Thursday, March 17, 2022

Chris Cuomo Seeks $125M In Compensation From CNN


Chris Cuomo, who was fired from his prime-time perch at CNN in December for inappropriately aiding his governor brother’s response to a sexual harassment scandal, has filed an arbitration claim seeking $125 million in compensation from the company, reports The Washington Post.

In a statement, Cuomo’s attorney argued that CNN “wrongfully terminated” its star anchorman and “violated the express terms of his employment agreement by allowing its employees to disparage him.”

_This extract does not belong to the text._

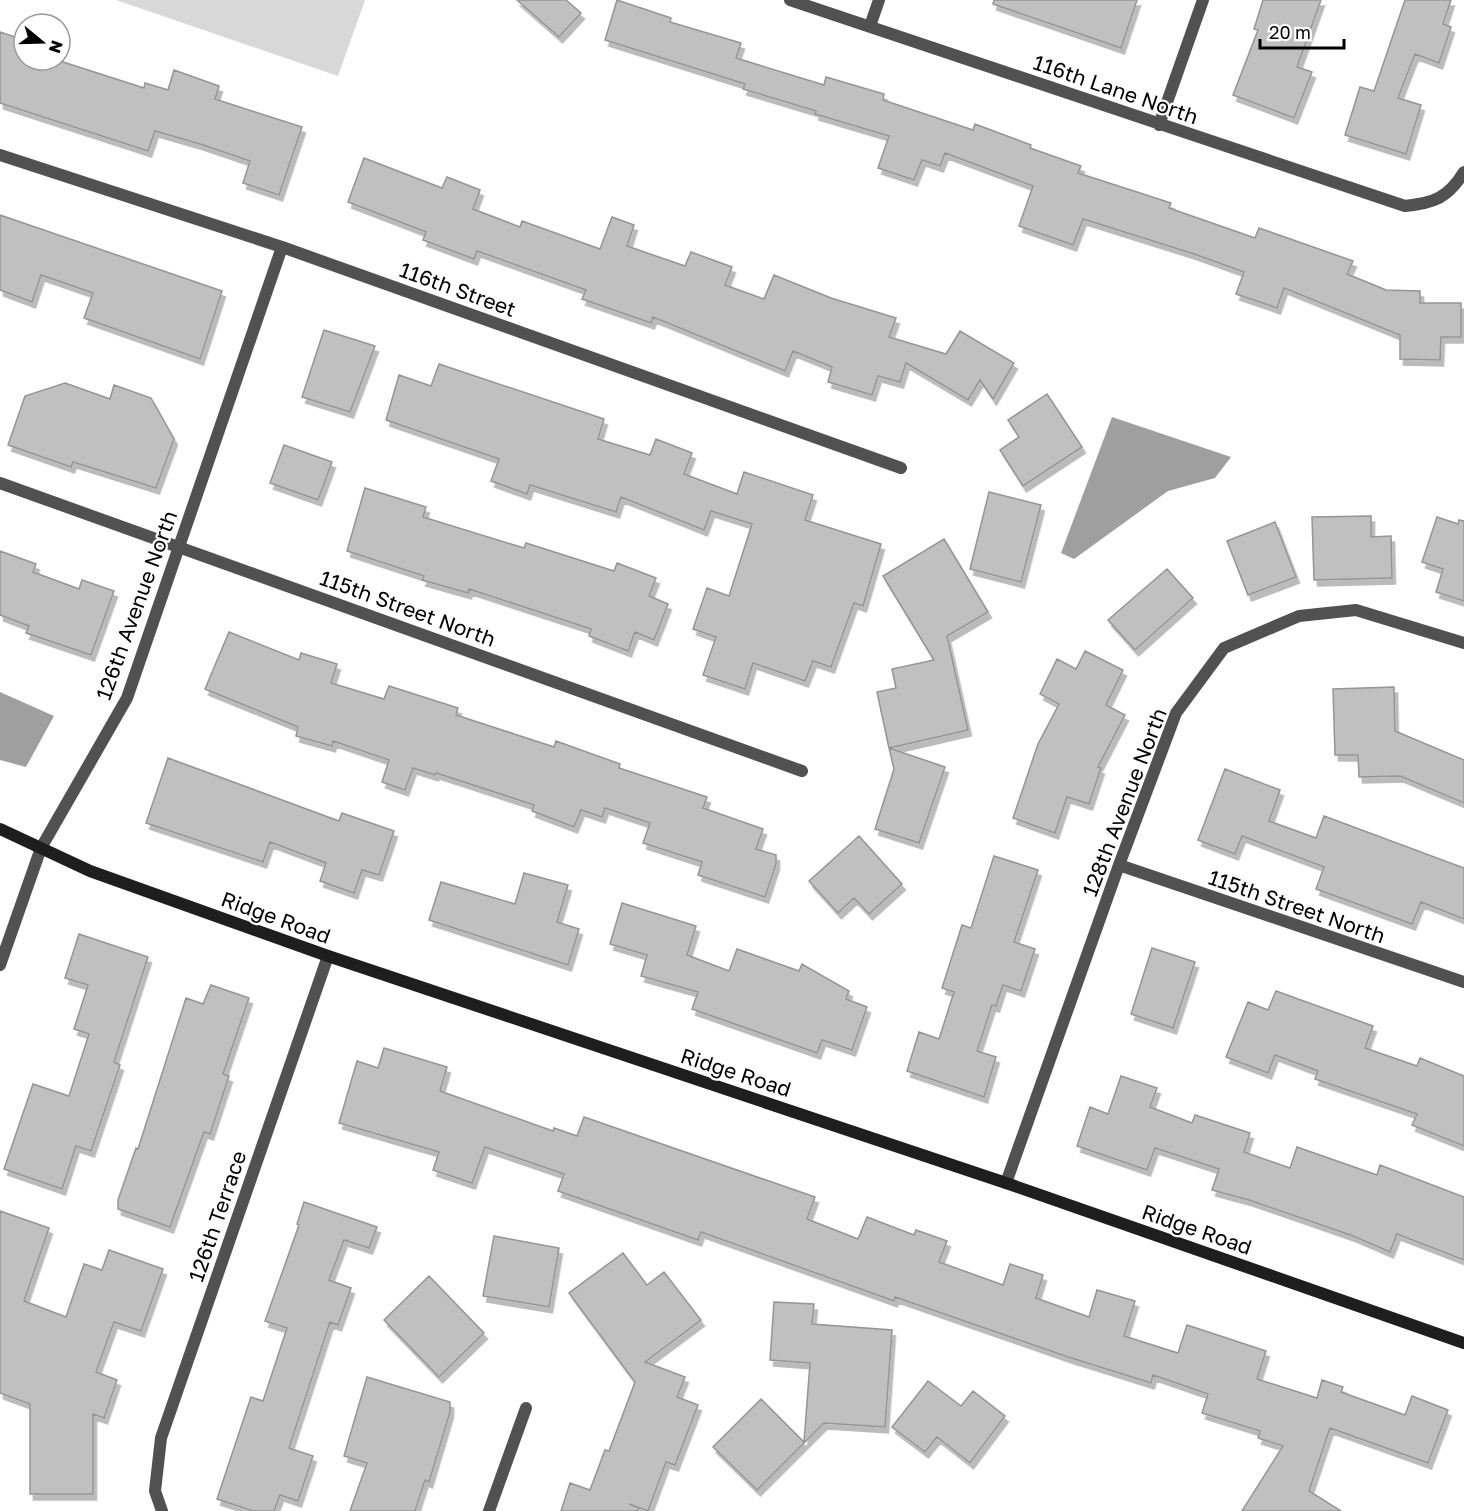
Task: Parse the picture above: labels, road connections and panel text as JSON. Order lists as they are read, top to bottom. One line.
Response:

Bryan Freedman, the powerful Hollywood litigator who is representing Cuomo, went on to argue that CNN made Cuomo “the scapegoat” of a broader scandal over CNN’s dealings with the Cuomo brothers that culminated in the eventual ouster last month of network president Jeff Zucker and his longtime lieutenant, Allison Gollust.

Since his dismissal, Cuomo’s team has insisted that CNN’s top brass was always aware of the role he played in helping then-New York Gov. Andrew M. Cuomo, even while Zucker told employees that he was misled on this point by Chris Cuomo, formerly a close friend.

In their filing, Cuomo’s lawyers argued “an apparent rush to judgement and caving to uninformed public and internal pressure that was based on speculation and assumption rather than facts.”

They wrote that the $125 million he is seeking represents not just $15 million remaining from his CNN contract but also future “decades of earnings” that they argue he has been deprived of because “CNN’s calculated efforts to tar and feather him” left him “untouchable in the world of broadcast journalism.”

Their filing also lashes out at CNN’s top executives, essentially accusing them of some of the same ethical transgressions that ensnared Cuomo.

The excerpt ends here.